Explanation: **Explanation:** **Tolvaptan** is a selective, competitive **Vasopressin V2-receptor antagonist**. While it was initially approved for the treatment of hyponatremia (SIADH, heart failure, and cirrhosis), its most significant recent FDA approval is for **Autosomal Dominant Polycystic Kidney Disease (ADPKD)** [1]. **Why Polycystic Kidney Disease (PKD) is correct:** In ADPKD, arginine vasopressin (AVP) levels are often elevated. AVP binds to V2 receptors in the renal collecting ducts, increasing intracellular cyclic AMP (cAMP). This cAMP stimulates both the proliferation of cyst-lining epithelial cells and the secretion of fluid into the cysts. By blocking V2 receptors, Tolvaptan lowers cAMP levels, thereby **slowing the rate of cyst growth** and the decline in glomerular filtration rate (GFR).
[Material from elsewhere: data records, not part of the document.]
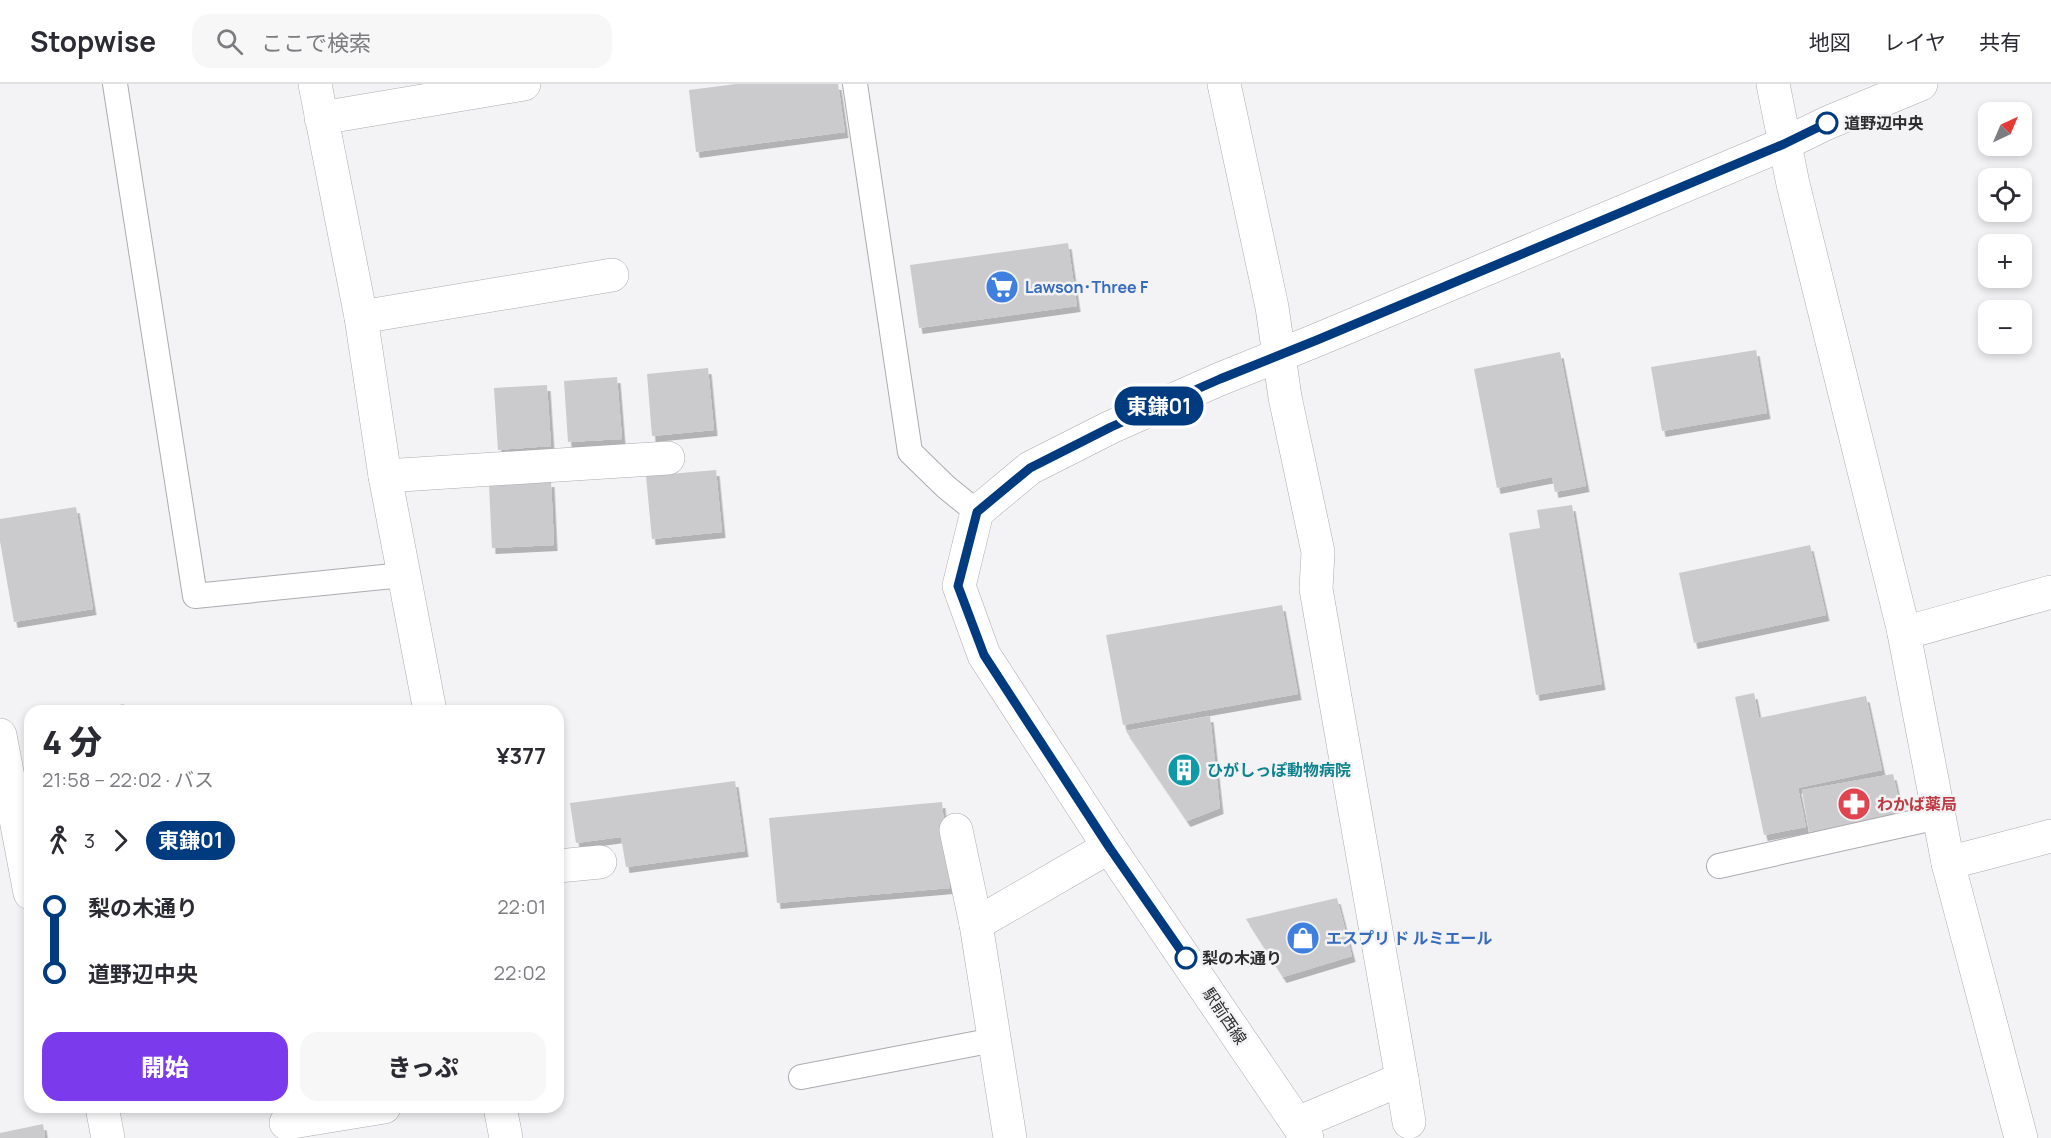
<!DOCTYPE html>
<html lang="ja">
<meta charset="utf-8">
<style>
body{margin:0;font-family:Manrope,"Noto Sans JP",sans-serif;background:#f7f7f7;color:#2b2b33;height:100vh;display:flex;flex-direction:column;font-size:22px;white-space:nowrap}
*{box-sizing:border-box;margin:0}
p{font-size:20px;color:#7c7c81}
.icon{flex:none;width:33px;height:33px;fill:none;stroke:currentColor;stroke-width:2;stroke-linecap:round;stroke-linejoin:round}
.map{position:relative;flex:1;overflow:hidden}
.panel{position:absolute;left:24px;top:621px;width:540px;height:408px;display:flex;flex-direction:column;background:#fff;border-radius:18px;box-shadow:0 3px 9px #0003}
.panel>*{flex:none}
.badge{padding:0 12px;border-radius:20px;font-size:21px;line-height:39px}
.needle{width:39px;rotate:44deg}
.controls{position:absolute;left:1978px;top:18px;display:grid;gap:12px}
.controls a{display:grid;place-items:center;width:54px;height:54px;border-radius:12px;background:#fff;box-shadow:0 3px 9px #0003;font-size:30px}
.map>.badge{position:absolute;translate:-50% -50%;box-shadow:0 0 0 3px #fff}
.legs{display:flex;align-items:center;gap:9px;height:66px;padding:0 18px;font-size:20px}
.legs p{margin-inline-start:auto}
.summary{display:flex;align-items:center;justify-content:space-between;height:102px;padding:0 18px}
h1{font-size:33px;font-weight:800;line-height:45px}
.button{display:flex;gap:12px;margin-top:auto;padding:12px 18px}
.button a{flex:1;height:69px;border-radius:18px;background:#7c3aed;color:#fff;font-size:24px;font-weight:800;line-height:69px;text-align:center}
.button a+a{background:#f7f7f7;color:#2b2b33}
ul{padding:0 18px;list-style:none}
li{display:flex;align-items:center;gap:21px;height:66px;font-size:22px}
li i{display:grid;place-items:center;width:9px;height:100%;margin:0 8px;background:currentColor}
li i::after{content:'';width:15px;height:15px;margin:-8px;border:4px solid;border-radius:50%;background:#fff}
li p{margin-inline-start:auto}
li:first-child i{background:linear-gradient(#0000 50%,currentColor 0)}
li:last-child i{background:linear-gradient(currentColor 50%,#0000 0)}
header{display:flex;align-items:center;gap:36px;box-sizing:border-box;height:84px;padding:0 30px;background:#fff;border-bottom:2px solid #e1e1e2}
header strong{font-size:28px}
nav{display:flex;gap:33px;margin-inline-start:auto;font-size:21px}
.search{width:420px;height:54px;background:#f7f7f7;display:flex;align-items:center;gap:15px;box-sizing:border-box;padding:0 21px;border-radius:18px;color:#7c7c81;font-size:22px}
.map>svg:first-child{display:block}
</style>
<header>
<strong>Stopwise</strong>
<div class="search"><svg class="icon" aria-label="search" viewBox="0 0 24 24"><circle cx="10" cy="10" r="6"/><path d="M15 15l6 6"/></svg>ここで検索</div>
<nav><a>地図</a><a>レイヤ</a><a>共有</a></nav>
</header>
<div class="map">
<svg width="2051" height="1054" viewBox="0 0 2051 1054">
<defs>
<filter id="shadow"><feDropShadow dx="3.5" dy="6" stdDeviation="0" flood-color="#0004"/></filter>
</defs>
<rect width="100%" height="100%" fill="#f3f2f5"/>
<!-- building -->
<g fill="#cbcacd" filter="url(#shadow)">
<path d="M736 0H838L845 48 696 68 689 6Z"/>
<path d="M1068 159 1077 222 919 244 910 181Z"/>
<path d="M1756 266 1767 329 1662 347 1651 283Z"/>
<path d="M1560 268 1586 402 1555 408 1552 393 1497 404 1474 285Z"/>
<path d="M708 284 714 346 652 352 647 290Z"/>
<path d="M617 293 622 355 568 358 564 297Z"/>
<path d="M547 301 551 362 498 366 494 304Z"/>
<path d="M716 386 722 448 652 455 646 392Z"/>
<path d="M551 397 554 461 492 464 489 401Z"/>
<path d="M1572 421 1602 600 1536 611 1509 449 1540 444 1537 426Z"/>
<path d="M76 423 93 525 14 538 0 457V435Z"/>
<path d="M1810 461 1826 531 1694 559 1679 489Z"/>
<path d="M1282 521 1298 610 1123 641 1106 551Z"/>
<path d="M1754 609 1759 634 1866 612 1882 686 1798 704 1806 743 1764 751 1735 613Z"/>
<path d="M124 620 125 627H92V626Z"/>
<path d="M1210 632 1220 724 1187 737 1126 647Z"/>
<path d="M1893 690 1902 731 1809 748 1802 706Z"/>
<path d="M735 697 745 767 626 783 621 753 576 759 570 719Z"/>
<path d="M942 718 950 804 777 819 769 734Z"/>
<path d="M1337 814 1352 872 1283 893 1246 835Z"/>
<path d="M43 1040 45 1054H0V1049Z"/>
</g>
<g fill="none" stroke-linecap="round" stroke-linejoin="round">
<defs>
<g id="lane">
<path d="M115 0 195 512 403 491"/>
<path d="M855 0 910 368 946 403 977 428"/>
<path d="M1719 782 1938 733"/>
<path d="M801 993 994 956"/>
</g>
<g id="street">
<path d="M315 0 361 233 385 392 430 627"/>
<path d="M1224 0 1272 223 1285 313 1318 468 1316 505 1402 995 1298 1039"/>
<path d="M1773 0 1793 100 1903 544 1948 779 2021 1054"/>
<path d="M321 34 524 0"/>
<path d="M361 233 612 191"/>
<path d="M385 392 668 374"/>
<path d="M1904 549 2051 508"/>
<path d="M0 651 30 809"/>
<path d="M956 746 976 840"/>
<path d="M1948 779 2051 752"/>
<path d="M558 782 600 778"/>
<path d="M1402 995 1409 1038"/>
<path d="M102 1023 108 1054"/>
<path d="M500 1023 506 1054"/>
<path d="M286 1039 384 1023"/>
<path d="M1010 1054 976 840 1109 763"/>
</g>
<path id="secondary" d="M1307 1054 1109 763 984 571 959 502 977 428 1030 384 1111 343 1220 295 1317 256 1784 60 1827 39 1921 0"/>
</defs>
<!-- lane casing -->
<use href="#lane" stroke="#adabaf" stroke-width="26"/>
<!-- street casing -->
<use href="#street" stroke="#adabaf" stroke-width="34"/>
<!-- secondary casing -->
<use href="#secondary" stroke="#adabaf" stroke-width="34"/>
<!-- lane -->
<use href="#lane" stroke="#fff" stroke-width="24"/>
<!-- street -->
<use href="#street" stroke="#fff" stroke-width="33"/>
<!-- secondary -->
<use href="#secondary" stroke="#fff" stroke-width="33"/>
</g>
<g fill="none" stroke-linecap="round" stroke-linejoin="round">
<defs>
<path id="line-1" d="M1186 874 1109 763 984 571 958 502 977 428 1030 384 1111 343 1220 295 1317 256 1784 60 1827 39"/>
</defs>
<!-- line-1 casing -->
<use href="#line-1" stroke="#fff" stroke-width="14"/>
<!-- line-1 -->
<use href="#line-1" stroke="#003b80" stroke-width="9"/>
</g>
<!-- icons -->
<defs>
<symbol id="supermarket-disc" viewBox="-11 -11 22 22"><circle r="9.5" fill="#3f7fe0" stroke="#f3f2f5"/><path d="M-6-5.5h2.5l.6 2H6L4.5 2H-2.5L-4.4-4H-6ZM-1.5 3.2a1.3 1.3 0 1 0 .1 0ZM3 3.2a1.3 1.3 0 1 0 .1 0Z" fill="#fff"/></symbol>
<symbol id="building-disc" viewBox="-11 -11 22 22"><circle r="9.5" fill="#0f9aa8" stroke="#f3f2f5"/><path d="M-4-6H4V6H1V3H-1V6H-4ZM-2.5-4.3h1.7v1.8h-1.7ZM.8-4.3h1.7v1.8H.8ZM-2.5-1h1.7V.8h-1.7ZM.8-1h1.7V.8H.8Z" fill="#fff"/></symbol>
<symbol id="pharmacy-disc" viewBox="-11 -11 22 22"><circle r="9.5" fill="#e0444e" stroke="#f3f2f5"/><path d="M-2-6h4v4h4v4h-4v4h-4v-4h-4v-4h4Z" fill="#fff"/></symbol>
<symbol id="shop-disc" viewBox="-11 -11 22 22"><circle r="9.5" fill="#3f7fe0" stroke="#f3f2f5"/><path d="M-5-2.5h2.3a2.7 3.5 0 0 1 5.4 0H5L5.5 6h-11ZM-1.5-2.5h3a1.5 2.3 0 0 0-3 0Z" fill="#fff"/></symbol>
</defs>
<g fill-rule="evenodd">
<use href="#supermarket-disc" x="983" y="184" width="38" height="38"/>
<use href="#building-disc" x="1165" y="667" width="38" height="38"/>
<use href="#pharmacy-disc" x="1835" y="701" width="38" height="38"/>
<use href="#shop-disc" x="1284" y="835" width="38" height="38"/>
</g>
<!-- markers -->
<g fill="#fff" stroke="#003b80" stroke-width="3">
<circle cx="1827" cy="39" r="10"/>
<circle cx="1186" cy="874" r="10"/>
</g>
<g text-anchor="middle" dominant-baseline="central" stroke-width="5" stroke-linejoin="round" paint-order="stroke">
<!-- stop labels -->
<g font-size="16" font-weight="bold" fill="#2d2c2e" stroke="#f3f2f5" text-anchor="start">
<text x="1844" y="39">道野辺中央</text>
<text x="1202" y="874">梨の木通り</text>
</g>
<!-- shop labels -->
<g font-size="16" font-weight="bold" fill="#366cbe" stroke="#f3f2f5" text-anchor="start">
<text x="1025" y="203">Lawson･Three F</text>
<text x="1326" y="854">エスプリ ド ルミエール</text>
</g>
<!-- culture labels -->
<g font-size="16" font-weight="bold" fill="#0d838f" stroke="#f3f2f5" text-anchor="start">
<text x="1207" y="686">ひがしっぽ動物病院</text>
</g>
<!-- health labels -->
<g font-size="16" font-weight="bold" fill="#be3a42" stroke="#f3f2f5" text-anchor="start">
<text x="1877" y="720">わかば薬局</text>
</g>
<!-- street labels -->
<g font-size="16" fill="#2d2c2e" stroke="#f3f2f5">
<text transform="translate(1225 932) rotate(56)">駅前西線</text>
</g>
</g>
</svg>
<div class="controls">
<a><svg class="needle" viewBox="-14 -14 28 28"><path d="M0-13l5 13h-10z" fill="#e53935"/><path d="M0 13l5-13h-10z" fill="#7c7c81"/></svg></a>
<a><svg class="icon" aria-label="locate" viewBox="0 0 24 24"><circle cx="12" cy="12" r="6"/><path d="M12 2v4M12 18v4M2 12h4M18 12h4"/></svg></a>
<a>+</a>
<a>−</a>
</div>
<b class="badge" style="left:1159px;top:322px;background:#003b80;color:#fff">東鎌01</b>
<section class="panel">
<div class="summary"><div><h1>4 分</h1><p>21:58 – 22:02 · バス</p></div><b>¥377</b></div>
<div class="legs"><svg class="icon" aria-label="walk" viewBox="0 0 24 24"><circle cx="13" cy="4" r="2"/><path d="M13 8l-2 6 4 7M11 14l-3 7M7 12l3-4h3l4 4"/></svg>3<svg class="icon" aria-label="forward" viewBox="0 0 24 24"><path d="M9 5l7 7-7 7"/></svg><b class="badge" style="background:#003b80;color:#fff">東鎌01</b></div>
<ul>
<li><i style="color:#003b80"></i><b>梨の木通り</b><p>22:01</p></li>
<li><i style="color:#003b80"></i><b>道野辺中央</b><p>22:02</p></li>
</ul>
<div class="button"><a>開始</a><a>きっぷ</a></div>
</section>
</div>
It is specifically indicated for adults at risk of rapidly progressing ADPKD [1]. **Why the other options are incorrect:** * **Phenylketonuria (A):** This is a metabolic disorder of amino acid metabolism (phenylalanine hydroxylase deficiency) treated primarily via dietary restriction, not vasopressin modulation. * **Pancreatic tumours (B):** Tolvaptan has no established role in the management of pancreatic oncology. * **Polycystic ovarian disease (C):** PCOS is an endocrine disorder involving insulin resistance and androgen excess; it does not involve the V2-receptor pathway. **High-Yield Clinical Pearls for NEET-PG:** * **Mechanism:** V2-receptor antagonist (Aquaretic). * **Major Side Effect:** Significant risk of **hepatotoxicity** (requires regular LFT monitoring). * **Common Side Effects:** Polyuria, thirst, and xerostomia (due to increased free water excretion). * **Contraindication:** Patients with underlying significant liver disease or those unable to sense/respond to thirst.